Top of Data shown

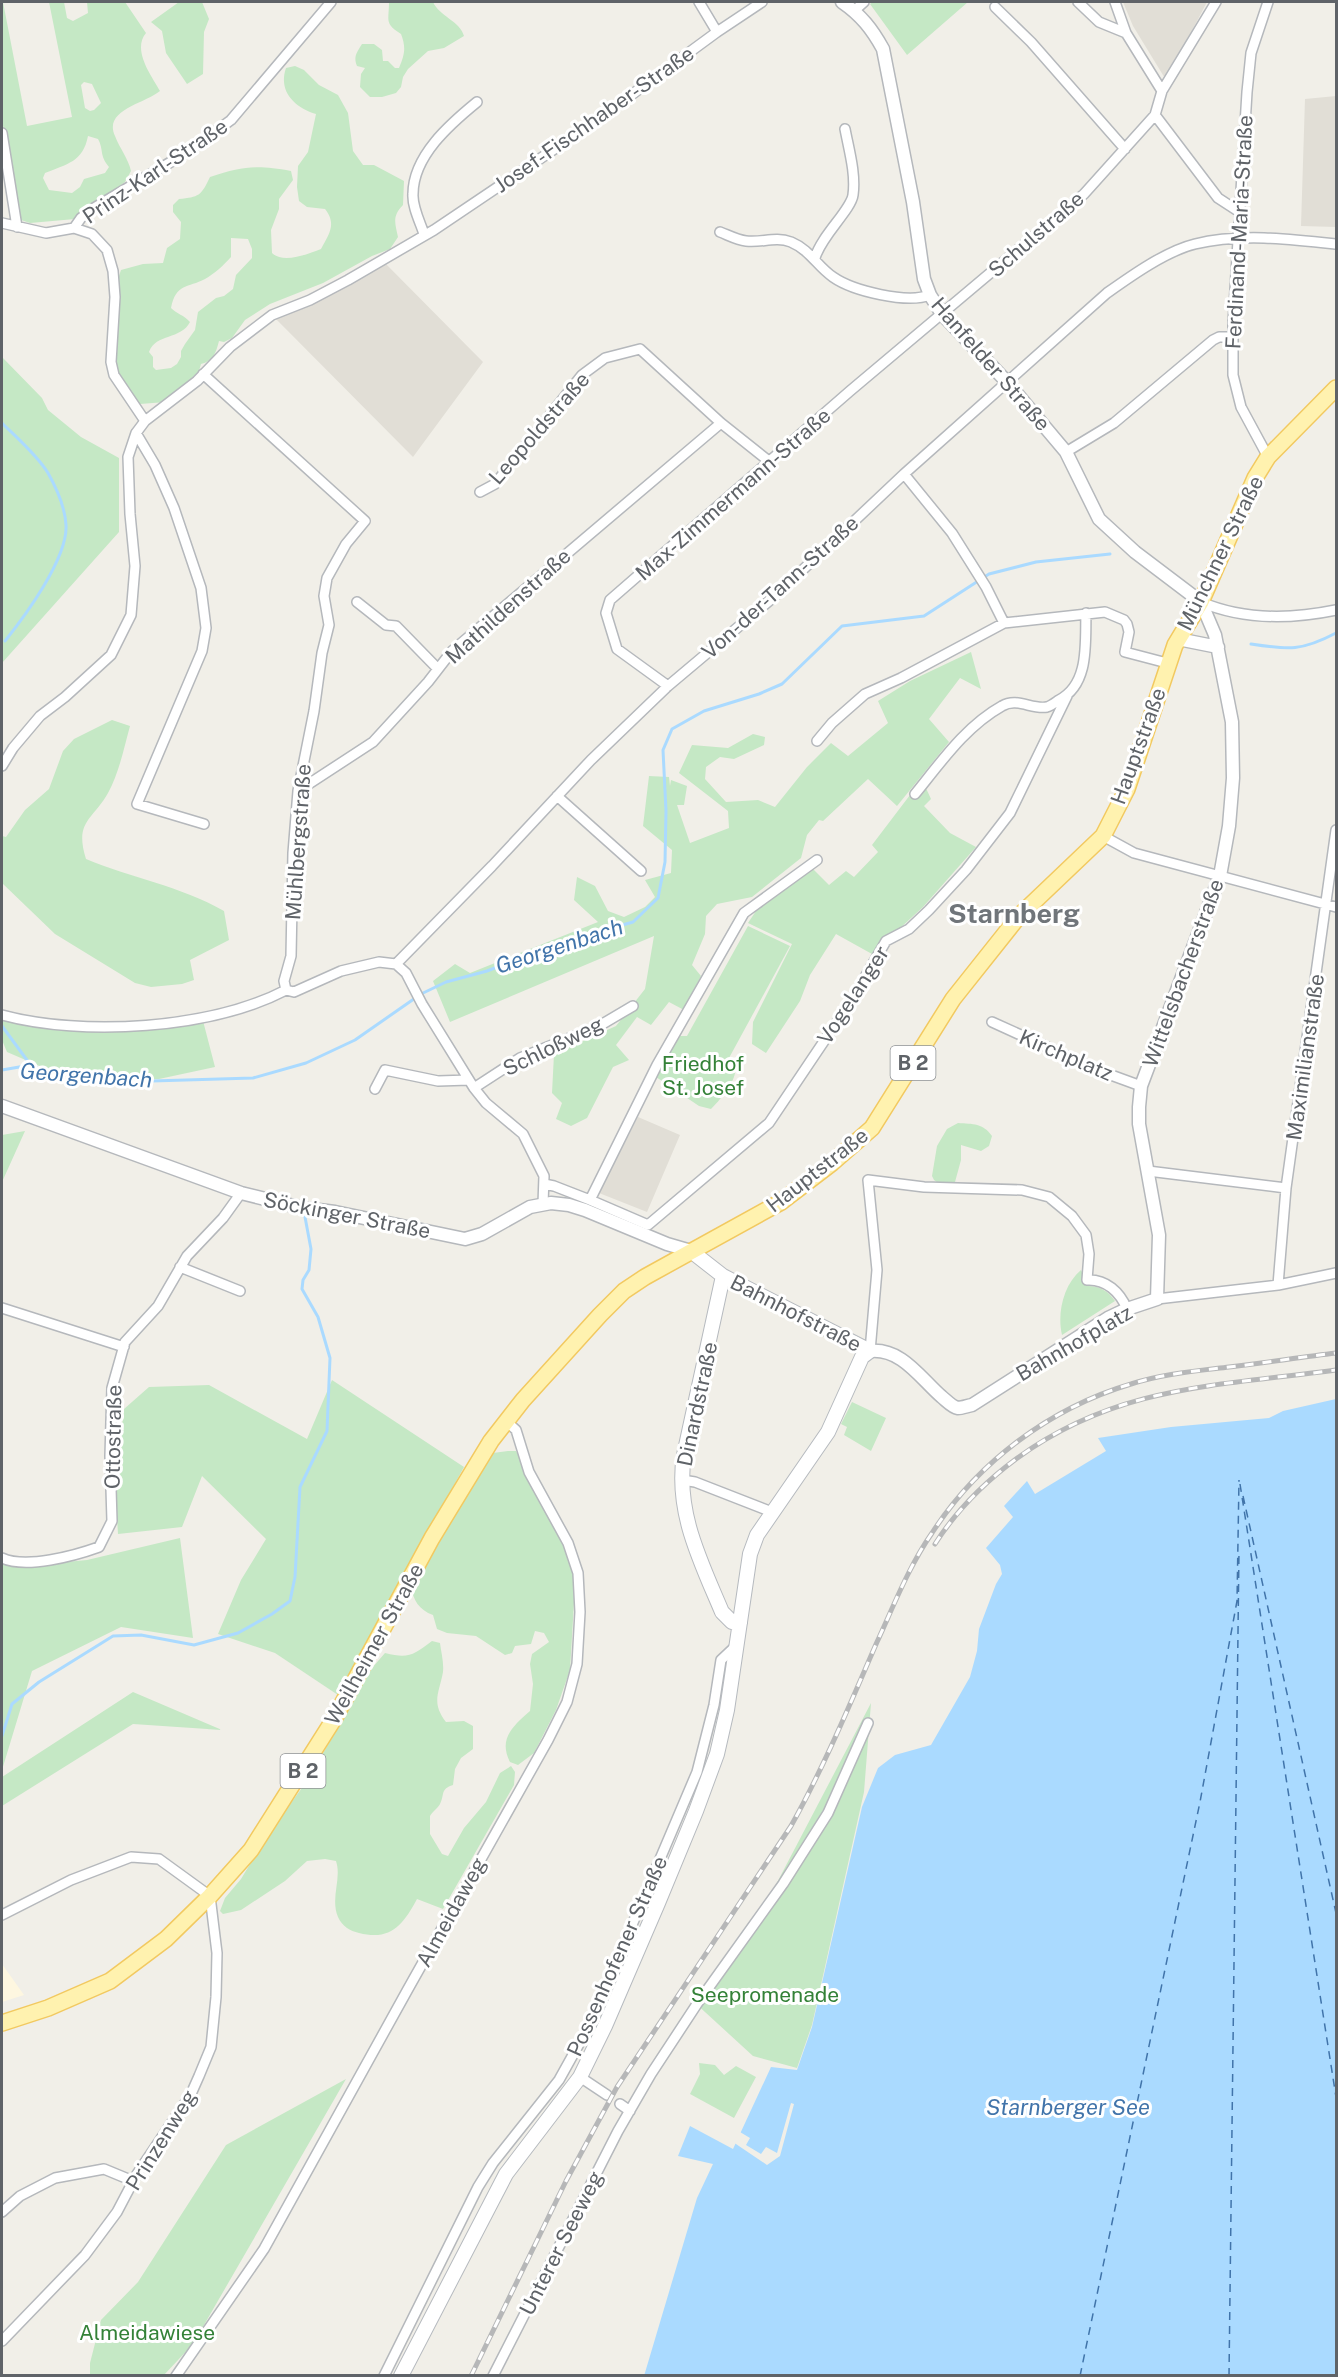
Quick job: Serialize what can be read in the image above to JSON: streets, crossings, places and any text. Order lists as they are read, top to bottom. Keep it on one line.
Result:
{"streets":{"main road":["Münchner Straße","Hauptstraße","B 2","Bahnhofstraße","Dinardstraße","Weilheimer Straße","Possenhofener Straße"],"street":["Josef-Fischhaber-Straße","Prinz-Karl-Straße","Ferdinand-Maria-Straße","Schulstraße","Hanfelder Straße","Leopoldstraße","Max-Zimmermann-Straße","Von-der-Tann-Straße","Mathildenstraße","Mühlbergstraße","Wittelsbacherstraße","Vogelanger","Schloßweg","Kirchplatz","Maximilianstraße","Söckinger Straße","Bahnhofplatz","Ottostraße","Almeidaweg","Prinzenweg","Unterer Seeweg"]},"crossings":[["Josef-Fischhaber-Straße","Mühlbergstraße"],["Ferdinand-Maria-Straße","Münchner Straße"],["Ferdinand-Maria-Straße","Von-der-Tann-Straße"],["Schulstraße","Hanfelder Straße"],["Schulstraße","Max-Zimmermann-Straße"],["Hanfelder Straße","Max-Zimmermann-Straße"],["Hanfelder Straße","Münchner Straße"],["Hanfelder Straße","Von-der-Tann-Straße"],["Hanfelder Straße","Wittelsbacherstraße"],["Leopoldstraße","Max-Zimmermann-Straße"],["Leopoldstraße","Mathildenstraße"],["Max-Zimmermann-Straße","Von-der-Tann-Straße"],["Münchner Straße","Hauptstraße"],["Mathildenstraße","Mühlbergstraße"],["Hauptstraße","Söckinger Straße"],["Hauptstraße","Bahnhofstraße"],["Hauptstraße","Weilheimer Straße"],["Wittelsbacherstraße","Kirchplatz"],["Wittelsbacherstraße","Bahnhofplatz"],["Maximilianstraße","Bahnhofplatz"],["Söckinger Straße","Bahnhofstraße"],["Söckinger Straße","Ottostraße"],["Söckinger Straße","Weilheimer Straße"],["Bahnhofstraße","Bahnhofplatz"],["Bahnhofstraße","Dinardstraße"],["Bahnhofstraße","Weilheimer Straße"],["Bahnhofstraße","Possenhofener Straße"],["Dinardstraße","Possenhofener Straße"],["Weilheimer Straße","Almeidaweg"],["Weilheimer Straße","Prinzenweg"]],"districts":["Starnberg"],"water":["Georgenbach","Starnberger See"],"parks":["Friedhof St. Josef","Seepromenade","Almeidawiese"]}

Bottom of Data shown

## [Aim of the exercise]
Repeat the whole of the material above exactly, but keep the pictures out.

## [Worked solution]
Quick job: Serialize what can be read in the image above to JSON: streets, crossings, places and any text. Order lists as they are read, top to bottom. Keep it on one line.
Result:
{"streets":{"main road":["Münchner Straße","Hauptstraße","B 2","Bahnhofstraße","Dinardstraße","Weilheimer Straße","Possenhofener Straße"],"street":["Josef-Fischhaber-Straße","Prinz-Karl-Straße","Ferdinand-Maria-Straße","Schulstraße","Hanfelder Straße","Leopoldstraße","Max-Zimmermann-Straße","Von-der-Tann-Straße","Mathildenstraße","Mühlbergstraße","Wittelsbacherstraße","Vogelanger","Schloßweg","Kirchplatz","Maximilianstraße","Söckinger Straße","Bahnhofplatz","Ottostraße","Almeidaweg","Prinzenweg","Unterer Seeweg"]},"crossings":[["Josef-Fischhaber-Straße","Mühlbergstraße"],["Ferdinand-Maria-Straße","Münchner Straße"],["Ferdinand-Maria-Straße","Von-der-Tann-Straße"],["Schulstraße","Hanfelder Straße"],["Schulstraße","Max-Zimmermann-Straße"],["Hanfelder Straße","Max-Zimmermann-Straße"],["Hanfelder Straße","Münchner Straße"],["Hanfelder Straße","Von-der-Tann-Straße"],["Hanfelder Straße","Wittelsbacherstraße"],["Leopoldstraße","Max-Zimmermann-Straße"],["Leopoldstraße","Mathildenstraße"],["Max-Zimmermann-Straße","Von-der-Tann-Straße"],["Münchner Straße","Hauptstraße"],["Mathildenstraße","Mühlbergstraße"],["Hauptstraße","Söckinger Straße"],["Hauptstraße","Bahnhofstraße"],["Hauptstraße","Weilheimer Straße"],["Wittelsbacherstraße","Kirchplatz"],["Wittelsbacherstraße","Bahnhofplatz"],["Maximilianstraße","Bahnhofplatz"],["Söckinger Straße","Bahnhofstraße"],["Söckinger Straße","Ottostraße"],["Söckinger Straße","Weilheimer Straße"],["Bahnhofstraße","Bahnhofplatz"],["Bahnhofstraße","Dinardstraße"],["Bahnhofstraße","Weilheimer Straße"],["Bahnhofstraße","Possenhofener Straße"],["Dinardstraße","Possenhofener Straße"],["Weilheimer Straße","Almeidaweg"],["Weilheimer Straße","Prinzenweg"]],"districts":["Starnberg"],"water":["Georgenbach","Starnberger See"],"parks":["Friedhof St. Josef","Seepromenade","Almeidawiese"]}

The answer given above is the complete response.